# First Taste



## KSmith3011 (Dec 8, 2010)

I back-sweetened my first batch of Skeeter Pee yesterday. I had tasted it when it was dry and was underwhelmed. However, after adding about 5 cups of sugar the combo of tart and sweet is awesome. This is the perfect recipe on so many levels. It is cheap to make, creative because of the various slurry yeast's and it taste freakin' great.
I plan on making more very soon. Thank you Lon!


----------



## djrockinsteve (Dec 8, 2010)

Here's another option for you. Omit 1 bottle of lemon juice and when you back sweeten add 2 cans of a frozen juice concentrate from your groceriers. Grape, Apple, Cranberry whatever. and sweeten to 1.010 It's equally awesome.


----------



## WinoOutWest (Dec 8, 2010)

ah yes.... <sighs> I remember me first taste of Pee. Last night a buddy of mine was over sampling my lasted batch and "checked us in" on Facebook to Skeeter Central. In my experience (with 6 batches of the stuff since July) is that 48 out of 50 people that have tried Skeeter Pee love it, 1 is indifferent and 1 will say they don't like it.
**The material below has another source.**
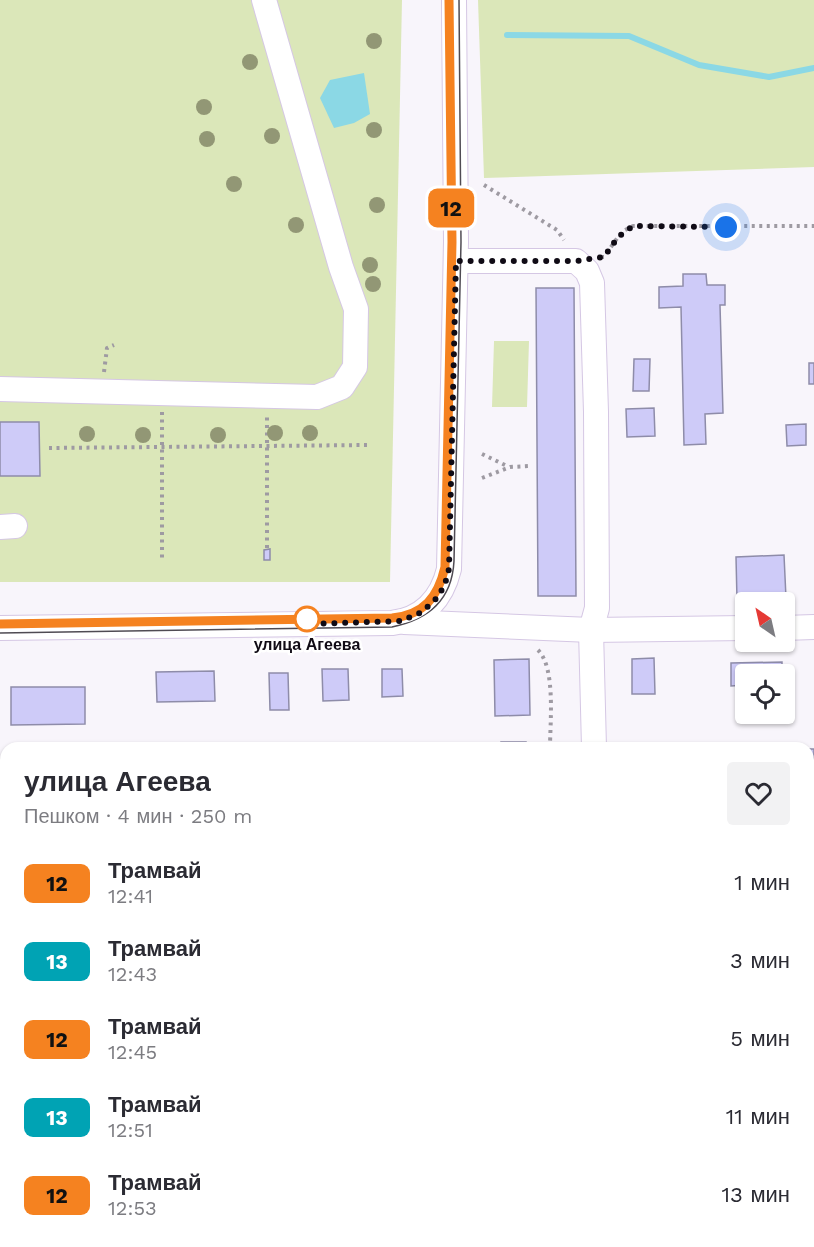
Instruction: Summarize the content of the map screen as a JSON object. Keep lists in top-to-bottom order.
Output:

I am going to try the concentrate next time. 

Cheers!


----------



## Runningwolf (Dec 8, 2010)

Awesome. Sugar brings out the flavor in so many different wines.


----------



## n2tazmania (Dec 8, 2010)

I have read on here that the pee sorta takes on the color of the wine the slurry came from but how about flavor? How much of the pee flavor comes from the slurry?


----------